Now that I have come from my disturbing encounter with Baba Yaga, and spent some time pondering milagros, I am ready for respite. I sink into the rosemary scented bath that Madame Eclectica has prepared for me and allow my thoughts to drift.
I recall spending time as a girl making a secret camp in the windbreak behind our farm. My sister and I cleared away the brush, sweeping and raking to form a trail through the fragrant cedar trees. We harvested rocks from a nearby field to make fire rings, and brought out dishes from the house to be filled with greens and berries that we prepared as “salads.” We spent quite a lot of time out there. My sister and I didn’t often get along, and it was a rare treat to partner with her in any endeavor. It was a secret, shaded world, one that we were sole owners of, until the day we decided that the trail needed an exit, out behind the old pink Chevy that had died and been hauled out to the back acreage. It was now a home to mice, snakes, and wasps,and we gave it a wide berth as we used a handsaw to cut branches from one of the trees. After about an hour or two, we had a large enough opening to ride our bikes through, and could then make a round trip, starting at the driveway, coursing through the paths we had made, out the crude opening, down the lane leading to the tractor shed, and back in. All was right with our world, until Dad came home. He was doing chores when he happened to notice our circuit. He walked back to the treeline and was waiting for us as we made our next pass.

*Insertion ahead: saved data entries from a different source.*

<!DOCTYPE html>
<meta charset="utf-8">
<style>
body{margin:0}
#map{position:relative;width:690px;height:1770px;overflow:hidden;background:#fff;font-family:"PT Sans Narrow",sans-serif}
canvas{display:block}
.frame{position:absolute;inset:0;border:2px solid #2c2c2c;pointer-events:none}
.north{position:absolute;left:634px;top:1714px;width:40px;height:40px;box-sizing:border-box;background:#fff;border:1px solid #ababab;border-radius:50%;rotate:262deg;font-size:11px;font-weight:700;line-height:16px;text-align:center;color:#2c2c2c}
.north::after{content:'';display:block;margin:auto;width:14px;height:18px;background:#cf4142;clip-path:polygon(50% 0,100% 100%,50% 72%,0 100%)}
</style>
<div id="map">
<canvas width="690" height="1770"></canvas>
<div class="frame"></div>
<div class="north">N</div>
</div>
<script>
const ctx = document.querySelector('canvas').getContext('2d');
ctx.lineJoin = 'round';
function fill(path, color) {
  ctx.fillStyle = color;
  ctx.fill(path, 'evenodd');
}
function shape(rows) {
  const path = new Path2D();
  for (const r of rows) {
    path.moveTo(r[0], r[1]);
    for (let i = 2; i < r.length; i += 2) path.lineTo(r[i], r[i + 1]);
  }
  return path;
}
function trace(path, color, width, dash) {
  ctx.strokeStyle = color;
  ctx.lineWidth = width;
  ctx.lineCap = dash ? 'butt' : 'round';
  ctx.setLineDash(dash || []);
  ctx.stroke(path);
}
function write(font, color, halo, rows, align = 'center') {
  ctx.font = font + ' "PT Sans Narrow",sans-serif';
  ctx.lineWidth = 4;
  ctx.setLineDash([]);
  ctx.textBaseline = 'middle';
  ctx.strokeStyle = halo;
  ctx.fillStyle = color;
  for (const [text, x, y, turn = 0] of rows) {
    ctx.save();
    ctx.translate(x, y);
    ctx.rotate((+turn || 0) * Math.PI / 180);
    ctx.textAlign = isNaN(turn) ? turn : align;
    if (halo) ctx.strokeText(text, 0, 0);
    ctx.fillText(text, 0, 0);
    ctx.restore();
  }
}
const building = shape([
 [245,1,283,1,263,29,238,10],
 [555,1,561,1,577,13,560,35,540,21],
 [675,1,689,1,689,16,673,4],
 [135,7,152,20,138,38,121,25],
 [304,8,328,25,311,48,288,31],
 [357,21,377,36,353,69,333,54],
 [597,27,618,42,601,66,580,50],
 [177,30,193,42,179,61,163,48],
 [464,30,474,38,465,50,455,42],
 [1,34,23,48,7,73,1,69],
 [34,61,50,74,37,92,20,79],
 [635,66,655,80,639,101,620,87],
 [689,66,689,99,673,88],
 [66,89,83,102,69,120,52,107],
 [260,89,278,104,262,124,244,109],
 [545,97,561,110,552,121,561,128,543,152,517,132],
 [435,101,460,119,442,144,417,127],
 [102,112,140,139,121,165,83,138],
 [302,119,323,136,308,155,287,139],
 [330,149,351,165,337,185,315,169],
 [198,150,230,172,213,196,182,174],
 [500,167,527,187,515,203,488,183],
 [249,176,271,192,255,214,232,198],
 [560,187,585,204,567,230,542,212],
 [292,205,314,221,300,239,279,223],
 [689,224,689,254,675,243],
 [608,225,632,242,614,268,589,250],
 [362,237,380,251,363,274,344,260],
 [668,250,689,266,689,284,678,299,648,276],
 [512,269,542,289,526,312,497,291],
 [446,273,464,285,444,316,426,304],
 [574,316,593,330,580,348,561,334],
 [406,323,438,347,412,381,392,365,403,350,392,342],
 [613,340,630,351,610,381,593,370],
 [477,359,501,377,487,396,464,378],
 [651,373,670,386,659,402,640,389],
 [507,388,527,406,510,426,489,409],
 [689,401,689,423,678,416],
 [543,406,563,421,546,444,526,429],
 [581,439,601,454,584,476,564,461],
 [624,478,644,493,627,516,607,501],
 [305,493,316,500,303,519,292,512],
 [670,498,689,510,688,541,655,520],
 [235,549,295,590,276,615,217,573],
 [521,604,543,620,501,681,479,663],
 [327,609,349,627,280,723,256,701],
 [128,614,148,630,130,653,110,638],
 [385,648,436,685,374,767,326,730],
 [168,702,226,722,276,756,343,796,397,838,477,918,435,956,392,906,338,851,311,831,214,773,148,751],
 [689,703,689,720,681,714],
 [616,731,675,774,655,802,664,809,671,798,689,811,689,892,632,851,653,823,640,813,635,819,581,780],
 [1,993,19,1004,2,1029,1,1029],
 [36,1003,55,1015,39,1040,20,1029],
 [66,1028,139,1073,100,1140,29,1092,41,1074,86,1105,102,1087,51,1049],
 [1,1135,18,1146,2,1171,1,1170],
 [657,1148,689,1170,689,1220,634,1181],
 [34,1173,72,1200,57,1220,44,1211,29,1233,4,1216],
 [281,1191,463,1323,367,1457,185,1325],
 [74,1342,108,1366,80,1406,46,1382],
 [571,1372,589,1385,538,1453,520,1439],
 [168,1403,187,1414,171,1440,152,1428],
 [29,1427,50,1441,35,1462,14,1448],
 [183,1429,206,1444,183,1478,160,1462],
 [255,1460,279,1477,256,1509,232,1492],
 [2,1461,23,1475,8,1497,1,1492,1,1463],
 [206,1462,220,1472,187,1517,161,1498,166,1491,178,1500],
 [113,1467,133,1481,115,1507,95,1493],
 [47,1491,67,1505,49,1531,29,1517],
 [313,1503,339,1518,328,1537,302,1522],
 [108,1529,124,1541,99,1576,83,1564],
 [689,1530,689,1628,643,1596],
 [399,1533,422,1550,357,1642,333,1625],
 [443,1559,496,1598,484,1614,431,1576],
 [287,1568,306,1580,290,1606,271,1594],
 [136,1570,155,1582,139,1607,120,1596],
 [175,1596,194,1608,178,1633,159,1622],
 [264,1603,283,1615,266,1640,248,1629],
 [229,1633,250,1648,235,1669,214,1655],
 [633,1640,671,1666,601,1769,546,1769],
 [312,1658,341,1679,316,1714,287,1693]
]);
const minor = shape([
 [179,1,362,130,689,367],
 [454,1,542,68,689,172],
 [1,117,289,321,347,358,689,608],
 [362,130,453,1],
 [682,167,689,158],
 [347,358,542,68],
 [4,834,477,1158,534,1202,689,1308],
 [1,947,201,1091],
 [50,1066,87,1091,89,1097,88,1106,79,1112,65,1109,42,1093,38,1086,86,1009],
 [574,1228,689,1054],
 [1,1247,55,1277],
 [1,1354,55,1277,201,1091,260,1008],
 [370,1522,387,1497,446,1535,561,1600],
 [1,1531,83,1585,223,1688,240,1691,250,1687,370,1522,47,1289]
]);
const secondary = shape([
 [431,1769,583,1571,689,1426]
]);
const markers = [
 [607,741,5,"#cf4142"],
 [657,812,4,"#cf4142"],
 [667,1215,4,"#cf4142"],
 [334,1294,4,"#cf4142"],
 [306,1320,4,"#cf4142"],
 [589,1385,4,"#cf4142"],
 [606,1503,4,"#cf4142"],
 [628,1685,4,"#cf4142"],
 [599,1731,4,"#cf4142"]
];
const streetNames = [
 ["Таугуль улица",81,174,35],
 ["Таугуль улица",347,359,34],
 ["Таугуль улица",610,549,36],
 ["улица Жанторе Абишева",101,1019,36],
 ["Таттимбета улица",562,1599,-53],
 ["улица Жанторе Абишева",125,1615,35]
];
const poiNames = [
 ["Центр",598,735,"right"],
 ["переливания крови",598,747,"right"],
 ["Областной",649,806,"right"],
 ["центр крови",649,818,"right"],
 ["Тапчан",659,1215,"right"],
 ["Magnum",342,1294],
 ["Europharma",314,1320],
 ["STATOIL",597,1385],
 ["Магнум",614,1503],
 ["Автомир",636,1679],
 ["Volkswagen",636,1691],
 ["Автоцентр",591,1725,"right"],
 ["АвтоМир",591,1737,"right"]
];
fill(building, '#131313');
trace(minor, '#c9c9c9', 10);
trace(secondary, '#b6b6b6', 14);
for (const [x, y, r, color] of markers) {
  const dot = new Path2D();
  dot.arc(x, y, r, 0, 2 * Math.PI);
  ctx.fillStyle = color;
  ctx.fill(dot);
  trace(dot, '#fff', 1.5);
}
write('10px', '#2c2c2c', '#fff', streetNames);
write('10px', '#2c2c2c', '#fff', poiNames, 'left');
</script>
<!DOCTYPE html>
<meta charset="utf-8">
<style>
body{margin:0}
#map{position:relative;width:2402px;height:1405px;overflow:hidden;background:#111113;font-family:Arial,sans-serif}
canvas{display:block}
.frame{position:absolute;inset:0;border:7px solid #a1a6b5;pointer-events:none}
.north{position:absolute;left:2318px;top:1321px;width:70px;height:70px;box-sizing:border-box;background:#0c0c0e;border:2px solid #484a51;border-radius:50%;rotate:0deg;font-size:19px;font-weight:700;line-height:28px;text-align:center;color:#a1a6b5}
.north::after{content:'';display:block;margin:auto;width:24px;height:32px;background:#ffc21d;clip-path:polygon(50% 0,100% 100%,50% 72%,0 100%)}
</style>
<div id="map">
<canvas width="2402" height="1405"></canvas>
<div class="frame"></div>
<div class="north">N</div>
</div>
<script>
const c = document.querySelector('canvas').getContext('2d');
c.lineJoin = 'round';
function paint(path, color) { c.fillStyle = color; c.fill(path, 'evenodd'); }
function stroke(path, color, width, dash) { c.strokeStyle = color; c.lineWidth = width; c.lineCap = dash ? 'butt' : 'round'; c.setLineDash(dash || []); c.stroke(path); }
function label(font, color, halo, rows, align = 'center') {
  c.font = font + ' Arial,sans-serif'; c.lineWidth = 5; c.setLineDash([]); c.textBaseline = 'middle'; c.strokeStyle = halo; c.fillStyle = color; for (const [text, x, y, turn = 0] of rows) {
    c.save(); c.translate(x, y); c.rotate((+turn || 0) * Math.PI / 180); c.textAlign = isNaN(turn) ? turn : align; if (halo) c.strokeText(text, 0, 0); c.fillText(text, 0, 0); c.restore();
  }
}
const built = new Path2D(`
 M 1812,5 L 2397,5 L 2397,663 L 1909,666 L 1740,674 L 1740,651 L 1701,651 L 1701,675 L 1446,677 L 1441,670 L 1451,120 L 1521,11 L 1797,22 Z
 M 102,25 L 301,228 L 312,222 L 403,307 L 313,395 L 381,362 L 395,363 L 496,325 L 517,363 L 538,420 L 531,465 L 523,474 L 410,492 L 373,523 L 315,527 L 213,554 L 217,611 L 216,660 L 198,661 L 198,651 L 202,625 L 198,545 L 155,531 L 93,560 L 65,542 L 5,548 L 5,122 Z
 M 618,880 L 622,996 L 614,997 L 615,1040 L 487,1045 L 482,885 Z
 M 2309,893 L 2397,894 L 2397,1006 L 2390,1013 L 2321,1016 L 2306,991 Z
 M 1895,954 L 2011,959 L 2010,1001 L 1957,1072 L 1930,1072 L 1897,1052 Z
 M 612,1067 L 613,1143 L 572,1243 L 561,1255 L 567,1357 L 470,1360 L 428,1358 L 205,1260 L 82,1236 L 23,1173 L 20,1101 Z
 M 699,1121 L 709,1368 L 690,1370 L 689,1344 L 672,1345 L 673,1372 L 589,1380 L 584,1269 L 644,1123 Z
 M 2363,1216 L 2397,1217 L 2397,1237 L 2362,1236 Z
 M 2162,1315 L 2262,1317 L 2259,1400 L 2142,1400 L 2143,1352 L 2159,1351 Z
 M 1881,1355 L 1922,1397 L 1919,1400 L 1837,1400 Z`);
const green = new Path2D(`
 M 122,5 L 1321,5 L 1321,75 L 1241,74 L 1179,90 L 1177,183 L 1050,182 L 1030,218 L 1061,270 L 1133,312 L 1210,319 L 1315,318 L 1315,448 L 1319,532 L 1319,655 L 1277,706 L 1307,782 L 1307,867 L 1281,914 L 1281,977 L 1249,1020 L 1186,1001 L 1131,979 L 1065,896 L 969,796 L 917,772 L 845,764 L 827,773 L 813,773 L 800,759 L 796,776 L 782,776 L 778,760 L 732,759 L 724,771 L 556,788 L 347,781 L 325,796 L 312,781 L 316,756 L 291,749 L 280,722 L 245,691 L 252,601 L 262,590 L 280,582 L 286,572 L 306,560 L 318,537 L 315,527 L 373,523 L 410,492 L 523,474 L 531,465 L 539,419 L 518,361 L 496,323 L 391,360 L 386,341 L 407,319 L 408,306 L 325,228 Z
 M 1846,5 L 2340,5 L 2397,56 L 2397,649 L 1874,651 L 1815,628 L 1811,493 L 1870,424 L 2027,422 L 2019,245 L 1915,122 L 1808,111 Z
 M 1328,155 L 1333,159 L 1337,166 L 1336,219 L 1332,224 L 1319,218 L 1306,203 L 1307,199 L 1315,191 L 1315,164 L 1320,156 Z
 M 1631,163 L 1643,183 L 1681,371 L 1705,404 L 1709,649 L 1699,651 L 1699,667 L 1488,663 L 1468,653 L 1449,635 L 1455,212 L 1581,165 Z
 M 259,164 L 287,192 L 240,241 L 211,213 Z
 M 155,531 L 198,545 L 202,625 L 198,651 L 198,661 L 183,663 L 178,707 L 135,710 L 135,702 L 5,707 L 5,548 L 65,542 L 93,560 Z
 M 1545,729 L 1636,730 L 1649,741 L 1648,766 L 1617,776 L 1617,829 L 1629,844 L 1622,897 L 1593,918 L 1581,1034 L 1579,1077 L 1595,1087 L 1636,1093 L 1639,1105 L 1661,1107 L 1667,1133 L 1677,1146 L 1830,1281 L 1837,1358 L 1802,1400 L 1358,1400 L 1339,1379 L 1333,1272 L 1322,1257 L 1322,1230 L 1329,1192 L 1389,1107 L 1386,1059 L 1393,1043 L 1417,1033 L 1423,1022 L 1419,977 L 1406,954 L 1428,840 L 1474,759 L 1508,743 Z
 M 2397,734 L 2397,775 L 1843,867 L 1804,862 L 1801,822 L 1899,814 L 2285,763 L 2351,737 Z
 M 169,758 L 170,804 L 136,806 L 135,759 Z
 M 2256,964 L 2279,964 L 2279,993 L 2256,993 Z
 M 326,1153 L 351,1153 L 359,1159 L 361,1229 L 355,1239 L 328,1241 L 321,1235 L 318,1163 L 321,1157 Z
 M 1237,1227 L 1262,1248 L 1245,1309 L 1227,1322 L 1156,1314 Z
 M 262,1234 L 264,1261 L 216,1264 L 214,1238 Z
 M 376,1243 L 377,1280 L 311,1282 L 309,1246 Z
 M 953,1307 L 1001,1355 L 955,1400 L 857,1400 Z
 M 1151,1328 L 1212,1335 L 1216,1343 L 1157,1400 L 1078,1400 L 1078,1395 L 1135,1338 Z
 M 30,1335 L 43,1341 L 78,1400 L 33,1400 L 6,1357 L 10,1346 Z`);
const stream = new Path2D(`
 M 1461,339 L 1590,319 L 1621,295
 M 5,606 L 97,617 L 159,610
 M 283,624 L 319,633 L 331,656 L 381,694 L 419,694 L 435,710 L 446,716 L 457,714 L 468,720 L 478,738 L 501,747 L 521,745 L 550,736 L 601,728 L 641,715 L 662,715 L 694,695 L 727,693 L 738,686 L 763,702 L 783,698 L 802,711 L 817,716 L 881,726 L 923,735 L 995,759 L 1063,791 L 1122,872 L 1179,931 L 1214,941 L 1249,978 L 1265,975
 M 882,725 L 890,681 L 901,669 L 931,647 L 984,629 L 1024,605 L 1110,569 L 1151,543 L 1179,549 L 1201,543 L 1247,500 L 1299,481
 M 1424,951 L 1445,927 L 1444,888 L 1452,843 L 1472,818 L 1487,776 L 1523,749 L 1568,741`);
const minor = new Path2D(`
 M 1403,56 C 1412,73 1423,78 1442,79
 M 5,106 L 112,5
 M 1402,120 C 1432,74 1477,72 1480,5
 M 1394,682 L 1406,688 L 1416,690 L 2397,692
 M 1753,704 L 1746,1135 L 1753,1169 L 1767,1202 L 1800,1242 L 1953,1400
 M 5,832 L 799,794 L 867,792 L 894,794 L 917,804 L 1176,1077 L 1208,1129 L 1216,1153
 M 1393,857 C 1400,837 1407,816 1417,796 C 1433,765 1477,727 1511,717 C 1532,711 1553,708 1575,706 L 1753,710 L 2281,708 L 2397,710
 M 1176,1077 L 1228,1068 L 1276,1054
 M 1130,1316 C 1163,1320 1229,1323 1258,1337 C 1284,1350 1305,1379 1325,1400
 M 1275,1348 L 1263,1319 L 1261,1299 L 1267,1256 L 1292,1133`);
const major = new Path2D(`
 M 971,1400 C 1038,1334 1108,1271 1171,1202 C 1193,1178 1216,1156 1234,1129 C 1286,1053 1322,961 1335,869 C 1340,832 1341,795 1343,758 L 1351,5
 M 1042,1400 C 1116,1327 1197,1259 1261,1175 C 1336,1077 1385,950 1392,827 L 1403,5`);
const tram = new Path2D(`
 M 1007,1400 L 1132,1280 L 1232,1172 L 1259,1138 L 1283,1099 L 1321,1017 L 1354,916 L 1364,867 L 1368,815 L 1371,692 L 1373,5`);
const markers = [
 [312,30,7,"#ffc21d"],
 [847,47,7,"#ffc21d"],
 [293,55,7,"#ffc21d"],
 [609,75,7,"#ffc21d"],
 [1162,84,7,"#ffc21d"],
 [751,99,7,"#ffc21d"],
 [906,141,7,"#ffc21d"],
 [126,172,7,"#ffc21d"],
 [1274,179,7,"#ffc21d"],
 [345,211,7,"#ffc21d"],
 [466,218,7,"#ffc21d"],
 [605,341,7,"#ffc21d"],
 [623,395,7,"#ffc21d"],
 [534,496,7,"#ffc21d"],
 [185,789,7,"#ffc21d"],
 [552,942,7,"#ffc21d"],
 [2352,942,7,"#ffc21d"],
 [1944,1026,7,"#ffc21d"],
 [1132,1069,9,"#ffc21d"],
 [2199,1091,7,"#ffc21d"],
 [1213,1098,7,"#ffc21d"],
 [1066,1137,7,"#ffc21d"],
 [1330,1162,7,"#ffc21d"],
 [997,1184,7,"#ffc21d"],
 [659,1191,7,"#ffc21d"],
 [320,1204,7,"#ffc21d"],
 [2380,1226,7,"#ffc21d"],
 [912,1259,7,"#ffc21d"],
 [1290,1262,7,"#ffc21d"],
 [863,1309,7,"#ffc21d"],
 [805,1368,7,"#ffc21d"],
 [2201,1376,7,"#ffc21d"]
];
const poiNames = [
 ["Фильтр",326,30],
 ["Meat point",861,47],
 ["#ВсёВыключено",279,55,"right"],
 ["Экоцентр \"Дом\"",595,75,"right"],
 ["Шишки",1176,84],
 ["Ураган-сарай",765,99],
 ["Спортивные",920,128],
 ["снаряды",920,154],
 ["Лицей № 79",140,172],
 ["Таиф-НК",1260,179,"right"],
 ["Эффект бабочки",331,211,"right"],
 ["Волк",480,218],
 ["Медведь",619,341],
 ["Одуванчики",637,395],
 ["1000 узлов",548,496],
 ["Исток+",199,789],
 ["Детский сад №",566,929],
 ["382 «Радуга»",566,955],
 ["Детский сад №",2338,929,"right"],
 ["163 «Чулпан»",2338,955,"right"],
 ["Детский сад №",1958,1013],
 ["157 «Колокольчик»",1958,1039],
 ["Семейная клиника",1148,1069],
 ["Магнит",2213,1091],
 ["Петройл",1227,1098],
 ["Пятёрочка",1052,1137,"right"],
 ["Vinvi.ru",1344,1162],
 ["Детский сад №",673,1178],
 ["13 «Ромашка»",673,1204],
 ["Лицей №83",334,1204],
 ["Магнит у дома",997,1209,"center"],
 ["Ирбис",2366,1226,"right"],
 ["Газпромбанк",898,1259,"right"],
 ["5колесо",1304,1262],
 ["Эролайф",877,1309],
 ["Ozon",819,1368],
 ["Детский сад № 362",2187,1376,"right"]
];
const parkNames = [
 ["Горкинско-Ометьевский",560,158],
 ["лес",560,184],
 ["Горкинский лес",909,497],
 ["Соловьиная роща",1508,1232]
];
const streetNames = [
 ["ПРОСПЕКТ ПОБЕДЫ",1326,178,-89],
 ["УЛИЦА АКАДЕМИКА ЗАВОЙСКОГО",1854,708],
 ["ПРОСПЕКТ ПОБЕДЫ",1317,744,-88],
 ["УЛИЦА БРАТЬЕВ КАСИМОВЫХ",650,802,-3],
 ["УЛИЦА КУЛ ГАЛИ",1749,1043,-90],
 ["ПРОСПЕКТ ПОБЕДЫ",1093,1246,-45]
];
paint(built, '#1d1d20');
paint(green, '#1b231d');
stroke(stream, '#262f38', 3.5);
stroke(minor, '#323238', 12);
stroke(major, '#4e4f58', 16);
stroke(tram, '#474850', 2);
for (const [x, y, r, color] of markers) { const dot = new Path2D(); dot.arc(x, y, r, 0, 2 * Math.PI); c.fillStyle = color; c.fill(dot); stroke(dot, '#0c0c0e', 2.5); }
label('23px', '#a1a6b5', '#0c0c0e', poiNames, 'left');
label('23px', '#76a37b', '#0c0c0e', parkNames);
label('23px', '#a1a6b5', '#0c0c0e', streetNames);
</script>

“Pretty neat, huh, Dad?” we said as we rode through the hole in the tree.
Dad looked ready to explode. We hopped off our bikes.
“Why the hell do you think it’s called a WINDBREAK?” he yelled.
We looked at the tree, and noticed its distinct lack of windbreaking capacity, thanks to our busy-beaver sawing job. The hole was about six feet by 8 feet, not bad work for a couple of girls under 12. Frankly, a merit badge was in order.
I don’t remember if we were punished–though it’s likely, but what could he do? The damage was done. It took about ten years for that hole to grow shut, and now the treeline at the north end of my parents’ property is as full and fluffy as it ever was. Whenever my sister and I walk back there, we always look at one another and burst out laughing. Dad can finally laugh about it too.